Reproduce the data exactly. Omit no record.

(Stored items)
---+---

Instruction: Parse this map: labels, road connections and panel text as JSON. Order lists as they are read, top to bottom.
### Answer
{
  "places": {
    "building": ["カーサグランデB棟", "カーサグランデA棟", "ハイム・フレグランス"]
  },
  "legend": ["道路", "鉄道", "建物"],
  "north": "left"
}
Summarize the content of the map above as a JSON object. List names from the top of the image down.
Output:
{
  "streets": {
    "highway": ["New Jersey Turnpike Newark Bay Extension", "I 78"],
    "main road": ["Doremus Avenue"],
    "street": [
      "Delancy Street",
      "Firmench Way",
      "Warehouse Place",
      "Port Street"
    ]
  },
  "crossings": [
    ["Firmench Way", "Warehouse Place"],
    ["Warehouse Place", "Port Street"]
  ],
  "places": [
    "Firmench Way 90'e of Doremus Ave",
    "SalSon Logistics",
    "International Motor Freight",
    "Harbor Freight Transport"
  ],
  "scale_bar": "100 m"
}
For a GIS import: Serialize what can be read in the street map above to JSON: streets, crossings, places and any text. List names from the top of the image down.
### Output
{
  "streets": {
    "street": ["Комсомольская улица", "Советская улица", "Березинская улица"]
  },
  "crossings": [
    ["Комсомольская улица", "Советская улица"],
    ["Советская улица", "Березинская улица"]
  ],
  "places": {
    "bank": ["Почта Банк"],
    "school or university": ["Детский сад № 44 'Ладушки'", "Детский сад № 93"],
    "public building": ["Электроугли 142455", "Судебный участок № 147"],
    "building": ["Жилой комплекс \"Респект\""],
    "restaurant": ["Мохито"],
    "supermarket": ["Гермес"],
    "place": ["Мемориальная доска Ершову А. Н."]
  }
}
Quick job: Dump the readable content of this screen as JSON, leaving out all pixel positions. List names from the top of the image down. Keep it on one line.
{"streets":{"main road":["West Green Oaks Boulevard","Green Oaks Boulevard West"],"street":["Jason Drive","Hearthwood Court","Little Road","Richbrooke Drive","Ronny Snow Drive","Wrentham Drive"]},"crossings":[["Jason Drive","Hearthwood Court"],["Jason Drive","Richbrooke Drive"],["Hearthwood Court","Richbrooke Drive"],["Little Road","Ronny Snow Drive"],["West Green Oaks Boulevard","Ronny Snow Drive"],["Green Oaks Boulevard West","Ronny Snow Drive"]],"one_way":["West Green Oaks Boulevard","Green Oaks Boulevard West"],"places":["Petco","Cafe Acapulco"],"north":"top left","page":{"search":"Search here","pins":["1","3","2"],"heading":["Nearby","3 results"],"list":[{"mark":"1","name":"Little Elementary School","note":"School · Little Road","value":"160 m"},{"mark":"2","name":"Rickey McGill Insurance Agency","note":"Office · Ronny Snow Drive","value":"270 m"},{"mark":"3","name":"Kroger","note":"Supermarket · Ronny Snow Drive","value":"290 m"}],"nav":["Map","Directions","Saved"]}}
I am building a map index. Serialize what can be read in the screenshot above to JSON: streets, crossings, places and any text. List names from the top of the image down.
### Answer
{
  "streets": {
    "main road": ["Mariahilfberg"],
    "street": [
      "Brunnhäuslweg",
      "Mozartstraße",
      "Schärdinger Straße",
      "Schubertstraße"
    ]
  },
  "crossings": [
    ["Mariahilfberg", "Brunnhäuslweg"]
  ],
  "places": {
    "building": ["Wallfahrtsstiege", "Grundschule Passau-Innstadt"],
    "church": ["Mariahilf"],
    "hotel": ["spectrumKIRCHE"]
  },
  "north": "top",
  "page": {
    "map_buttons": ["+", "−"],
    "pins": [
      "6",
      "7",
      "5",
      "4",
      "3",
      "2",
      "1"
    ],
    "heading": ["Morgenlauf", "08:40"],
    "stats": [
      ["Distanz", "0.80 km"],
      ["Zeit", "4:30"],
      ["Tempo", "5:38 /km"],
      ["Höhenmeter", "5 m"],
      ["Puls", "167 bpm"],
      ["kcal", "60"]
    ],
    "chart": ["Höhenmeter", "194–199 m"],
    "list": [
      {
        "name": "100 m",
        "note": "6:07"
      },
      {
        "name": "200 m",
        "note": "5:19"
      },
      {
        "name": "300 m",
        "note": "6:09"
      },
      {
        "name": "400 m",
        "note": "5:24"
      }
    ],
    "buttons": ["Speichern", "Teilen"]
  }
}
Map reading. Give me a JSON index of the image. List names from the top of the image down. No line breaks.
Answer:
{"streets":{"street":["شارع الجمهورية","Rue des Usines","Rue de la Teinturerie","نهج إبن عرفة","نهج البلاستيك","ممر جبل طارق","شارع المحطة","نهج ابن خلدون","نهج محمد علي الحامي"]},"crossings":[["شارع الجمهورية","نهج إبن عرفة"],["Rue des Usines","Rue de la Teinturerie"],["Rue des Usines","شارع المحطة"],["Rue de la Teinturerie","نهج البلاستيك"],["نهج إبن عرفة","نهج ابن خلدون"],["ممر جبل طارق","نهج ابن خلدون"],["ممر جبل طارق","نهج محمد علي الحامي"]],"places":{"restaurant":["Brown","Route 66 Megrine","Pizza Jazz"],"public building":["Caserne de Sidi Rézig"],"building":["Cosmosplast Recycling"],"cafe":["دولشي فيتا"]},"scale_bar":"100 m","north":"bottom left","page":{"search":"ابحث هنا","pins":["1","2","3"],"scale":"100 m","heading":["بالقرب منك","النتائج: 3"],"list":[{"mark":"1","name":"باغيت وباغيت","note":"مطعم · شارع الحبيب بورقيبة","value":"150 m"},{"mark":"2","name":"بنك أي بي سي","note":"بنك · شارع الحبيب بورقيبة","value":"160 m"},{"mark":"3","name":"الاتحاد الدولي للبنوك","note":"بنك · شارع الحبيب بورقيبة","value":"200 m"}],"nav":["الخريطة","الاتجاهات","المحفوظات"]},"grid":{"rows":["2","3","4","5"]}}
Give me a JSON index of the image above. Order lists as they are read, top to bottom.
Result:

---+---

▶ _The completed task_
Instruction: Parse this map: labels, road connections and panel text as JSON. Order lists as they are read, top to bottom.
### Answer
{
  "places": {
    "building": ["カーサグランデB棟", "カーサグランデA棟", "ハイム・フレグランス"]
  },
  "legend": ["道路", "鉄道", "建物"],
  "north": "left"
}
Summarize the content of the map above as a JSON object. List names from the top of the image down.
Output:
{
  "streets": {
    "highway": ["New Jersey Turnpike Newark Bay Extension", "I 78"],
    "main road": ["Doremus Avenue"],
    "street": [
      "Delancy Street",
      "Firmench Way",
      "Warehouse Place",
      "Port Street"
    ]
  },
  "crossings": [
    ["Firmench Way", "Warehouse Place"],
    ["Warehouse Place", "Port Street"]
  ],
  "places": [
    "Firmench Way 90'e of Doremus Ave",
    "SalSon Logistics",
    "International Motor Freight",
    "Harbor Freight Transport"
  ],
  "scale_bar": "100 m"
}
For a GIS import: Serialize what can be read in the street map above to JSON: streets, crossings, places and any text. List names from the top of the image down.
### Output
{
  "streets": {
    "street": ["Комсомольская улица", "Советская улица", "Березинская улица"]
  },
  "crossings": [
    ["Комсомольская улица", "Советская улица"],
    ["Советская улица", "Березинская улица"]
  ],
  "places": {
    "bank": ["Почта Банк"],
    "school or university": ["Детский сад № 44 'Ладушки'", "Детский сад № 93"],
    "public building": ["Электроугли 142455", "Судебный участок № 147"],
    "building": ["Жилой комплекс \"Респект\""],
    "restaurant": ["Мохито"],
    "supermarket": ["Гермес"],
    "place": ["Мемориальная доска Ершову А. Н."]
  }
}
Quick job: Dump the readable content of this screen as JSON, leaving out all pixel positions. List names from the top of the image down. Keep it on one line.
{"streets":{"main road":["West Green Oaks Boulevard","Green Oaks Boulevard West"],"street":["Jason Drive","Hearthwood Court","Little Road","Richbrooke Drive","Ronny Snow Drive","Wrentham Drive"]},"crossings":[["Jason Drive","Hearthwood Court"],["Jason Drive","Richbrooke Drive"],["Hearthwood Court","Richbrooke Drive"],["Little Road","Ronny Snow Drive"],["West Green Oaks Boulevard","Ronny Snow Drive"],["Green Oaks Boulevard West","Ronny Snow Drive"]],"one_way":["West Green Oaks Boulevard","Green Oaks Boulevard West"],"places":["Petco","Cafe Acapulco"],"north":"top left","page":{"search":"Search here","pins":["1","3","2"],"heading":["Nearby","3 results"],"list":[{"mark":"1","name":"Little Elementary School","note":"School · Little Road","value":"160 m"},{"mark":"2","name":"Rickey McGill Insurance Agency","note":"Office · Ronny Snow Drive","value":"270 m"},{"mark":"3","name":"Kroger","note":"Supermarket · Ronny Snow Drive","value":"290 m"}],"nav":["Map","Directions","Saved"]}}
I am building a map index. Serialize what can be read in the screenshot above to JSON: streets, crossings, places and any text. List names from the top of the image down.
### Answer
{
  "streets": {
    "main road": ["Mariahilfberg"],
    "street": [
      "Brunnhäuslweg",
      "Mozartstraße",
      "Schärdinger Straße",
      "Schubertstraße"
    ]
  },
  "crossings": [
    ["Mariahilfberg", "Brunnhäuslweg"]
  ],
  "places": {
    "building": ["Wallfahrtsstiege", "Grundschule Passau-Innstadt"],
    "church": ["Mariahilf"],
    "hotel": ["spectrumKIRCHE"]
  },
  "north": "top",
  "page": {
    "map_buttons": ["+", "−"],
    "pins": [
      "6",
      "7",
      "5",
      "4",
      "3",
      "2",
      "1"
    ],
    "heading": ["Morgenlauf", "08:40"],
    "stats": [
      ["Distanz", "0.80 km"],
      ["Zeit", "4:30"],
      ["Tempo", "5:38 /km"],
      ["Höhenmeter", "5 m"],
      ["Puls", "167 bpm"],
      ["kcal", "60"]
    ],
    "chart": ["Höhenmeter", "194–199 m"],
    "list": [
      {
        "name": "100 m",
        "note": "6:07"
      },
      {
        "name": "200 m",
        "note": "5:19"
      },
      {
        "name": "300 m",
        "note": "6:09"
      },
      {
        "name": "400 m",
        "note": "5:24"
      }
    ],
    "buttons": ["Speichern", "Teilen"]
  }
}
Map reading. Give me a JSON index of the image. List names from the top of the image down. No line breaks.
Answer:
{"streets":{"street":["شارع الجمهورية","Rue des Usines","Rue de la Teinturerie","نهج إبن عرفة","نهج البلاستيك","ممر جبل طارق","شارع المحطة","نهج ابن خلدون","نهج محمد علي الحامي"]},"crossings":[["شارع الجمهورية","نهج إبن عرفة"],["Rue des Usines","Rue de la Teinturerie"],["Rue des Usines","شارع المحطة"],["Rue de la Teinturerie","نهج البلاستيك"],["نهج إبن عرفة","نهج ابن خلدون"],["ممر جبل طارق","نهج ابن خلدون"],["ممر جبل طارق","نهج محمد علي الحامي"]],"places":{"restaurant":["Brown","Route 66 Megrine","Pizza Jazz"],"public building":["Caserne de Sidi Rézig"],"building":["Cosmosplast Recycling"],"cafe":["دولشي فيتا"]},"scale_bar":"100 m","north":"bottom left","page":{"search":"ابحث هنا","pins":["1","2","3"],"scale":"100 m","heading":["بالقرب منك","النتائج: 3"],"list":[{"mark":"1","name":"باغيت وباغيت","note":"مطعم · شارع الحبيب بورقيبة","value":"150 m"},{"mark":"2","name":"بنك أي بي سي","note":"بنك · شارع الحبيب بورقيبة","value":"160 m"},{"mark":"3","name":"الاتحاد الدولي للبنوك","note":"بنك · شارع الحبيب بورقيبة","value":"200 m"}],"nav":["الخريطة","الاتجاهات","المحفوظات"]},"grid":{"rows":["2","3","4","5"]}}
Give me a JSON index of the image above. Order lists as they are read, top to bottom.
Result:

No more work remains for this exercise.